The entrance of the International Criminal Court (ICC) is seen in The Hague.
(photo credit: REUTERS)
A report by the International Criminal Court Prosecution explaining its methodology for prioritizing which cases to push forward with the fastest indicates that it is unlikely to take action against Israel in the near future, but that settlements as war crimes may eventually be center-stage.
Since January 2015, ICC Prosecutor Fatou Bensouda has been preliminarily examining Israel and “Palestine” for alleged war crimes violations relating to the 2014 Gaza war.
The report issued by the ICC Prosecutor’s Office at the end of last week, but not previously reported on in Israel, does not mention Israel or the Palestinians specifically.
But the report does frame its principles for selecting cases for investigations or prosecutions, and states explicitly that “if national authorities are conducting or have conducted investigations or prosecutions…and such investigations or prosecutions have not been vitiated by an unwillingness or inability to genuinely carry them out, the case will not be selected for further investigation or prosecution.”

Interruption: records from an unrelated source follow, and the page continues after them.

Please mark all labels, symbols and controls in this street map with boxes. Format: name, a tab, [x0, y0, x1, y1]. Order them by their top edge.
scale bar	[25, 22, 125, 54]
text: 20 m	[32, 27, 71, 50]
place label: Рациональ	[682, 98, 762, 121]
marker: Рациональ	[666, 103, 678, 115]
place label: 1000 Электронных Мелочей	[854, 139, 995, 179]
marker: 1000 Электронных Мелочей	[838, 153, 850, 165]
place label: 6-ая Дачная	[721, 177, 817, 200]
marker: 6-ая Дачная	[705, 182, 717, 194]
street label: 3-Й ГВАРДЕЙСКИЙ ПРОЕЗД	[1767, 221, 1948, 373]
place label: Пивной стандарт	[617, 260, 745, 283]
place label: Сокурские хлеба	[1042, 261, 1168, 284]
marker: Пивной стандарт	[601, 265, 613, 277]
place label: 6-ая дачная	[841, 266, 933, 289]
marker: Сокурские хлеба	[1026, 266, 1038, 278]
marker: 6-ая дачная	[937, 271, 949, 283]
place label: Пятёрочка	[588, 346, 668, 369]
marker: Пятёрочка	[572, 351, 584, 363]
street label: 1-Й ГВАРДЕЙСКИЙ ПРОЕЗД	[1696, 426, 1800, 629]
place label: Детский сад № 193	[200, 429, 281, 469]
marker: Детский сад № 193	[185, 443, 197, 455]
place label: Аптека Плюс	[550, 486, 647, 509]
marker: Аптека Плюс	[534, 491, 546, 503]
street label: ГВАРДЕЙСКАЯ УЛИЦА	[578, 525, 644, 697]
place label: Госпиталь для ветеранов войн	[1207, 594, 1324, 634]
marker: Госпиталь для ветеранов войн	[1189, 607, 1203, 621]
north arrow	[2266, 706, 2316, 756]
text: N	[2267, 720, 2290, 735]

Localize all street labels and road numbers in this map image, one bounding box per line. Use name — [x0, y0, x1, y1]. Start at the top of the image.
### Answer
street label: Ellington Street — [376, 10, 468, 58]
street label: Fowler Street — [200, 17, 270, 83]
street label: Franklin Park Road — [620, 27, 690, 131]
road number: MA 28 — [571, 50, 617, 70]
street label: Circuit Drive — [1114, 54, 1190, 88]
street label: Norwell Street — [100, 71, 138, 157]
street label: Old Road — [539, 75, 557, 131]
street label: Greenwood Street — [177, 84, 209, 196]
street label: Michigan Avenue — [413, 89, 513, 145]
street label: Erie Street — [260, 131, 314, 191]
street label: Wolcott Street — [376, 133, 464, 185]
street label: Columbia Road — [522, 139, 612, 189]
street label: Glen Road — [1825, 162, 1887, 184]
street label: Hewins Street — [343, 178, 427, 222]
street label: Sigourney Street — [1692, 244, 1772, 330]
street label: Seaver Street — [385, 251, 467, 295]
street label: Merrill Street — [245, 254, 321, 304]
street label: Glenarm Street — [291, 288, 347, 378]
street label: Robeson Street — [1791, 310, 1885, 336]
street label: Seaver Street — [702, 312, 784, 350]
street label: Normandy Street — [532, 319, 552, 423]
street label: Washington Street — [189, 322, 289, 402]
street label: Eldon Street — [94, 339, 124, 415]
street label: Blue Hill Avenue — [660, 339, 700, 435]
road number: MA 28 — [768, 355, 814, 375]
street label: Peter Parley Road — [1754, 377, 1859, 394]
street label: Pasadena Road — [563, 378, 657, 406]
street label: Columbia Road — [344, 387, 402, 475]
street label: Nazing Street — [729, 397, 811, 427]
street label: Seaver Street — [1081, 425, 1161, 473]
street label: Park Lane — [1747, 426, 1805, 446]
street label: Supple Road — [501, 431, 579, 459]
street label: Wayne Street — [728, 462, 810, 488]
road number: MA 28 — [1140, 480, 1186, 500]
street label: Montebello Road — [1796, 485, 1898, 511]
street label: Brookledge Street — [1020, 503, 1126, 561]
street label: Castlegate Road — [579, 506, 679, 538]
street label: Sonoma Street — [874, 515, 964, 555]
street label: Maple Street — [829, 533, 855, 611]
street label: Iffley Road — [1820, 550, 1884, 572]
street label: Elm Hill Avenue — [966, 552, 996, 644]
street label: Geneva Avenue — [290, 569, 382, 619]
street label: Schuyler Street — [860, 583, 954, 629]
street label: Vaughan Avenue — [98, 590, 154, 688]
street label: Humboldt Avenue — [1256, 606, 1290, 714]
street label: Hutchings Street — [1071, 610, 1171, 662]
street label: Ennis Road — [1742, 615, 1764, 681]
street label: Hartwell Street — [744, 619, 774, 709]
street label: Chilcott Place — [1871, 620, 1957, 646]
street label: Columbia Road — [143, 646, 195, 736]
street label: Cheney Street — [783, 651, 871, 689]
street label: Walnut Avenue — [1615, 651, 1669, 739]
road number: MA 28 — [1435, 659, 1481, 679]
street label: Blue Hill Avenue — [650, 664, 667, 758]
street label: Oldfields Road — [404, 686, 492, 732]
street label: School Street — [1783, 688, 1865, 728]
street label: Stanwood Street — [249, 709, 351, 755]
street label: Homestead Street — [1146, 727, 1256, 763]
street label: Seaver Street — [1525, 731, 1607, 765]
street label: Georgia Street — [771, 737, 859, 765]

The IDF legal division has investigated or is still investigating 31 criminal cases and a range of 360 other preliminary cases, including all of the three main cases that the ICC Prosecutor has previously expressed the most interest in.
According to Bensouda’s explicit statement in the report on prioritization of cases, she will not choose to get more deeply involved in the Israeli-Palestinian conflict as long as Israel’s investigations are ongoing.
There was a point where many observers started to predict that Bensouda would move from a preliminary review to her own full criminal investigation of IDF soldiers after IDF investigations dragged past a year since the 2014 Gaza war.
However, in February, Bensouda told the Jerusalem Post
in an exclusive interview in The Hague that she was not in a rush and other ICC officials indicated that they were not anxious to make their own decisions before Israel’s State Comptroller issues its report on the legality of the IDF’s targeting policy.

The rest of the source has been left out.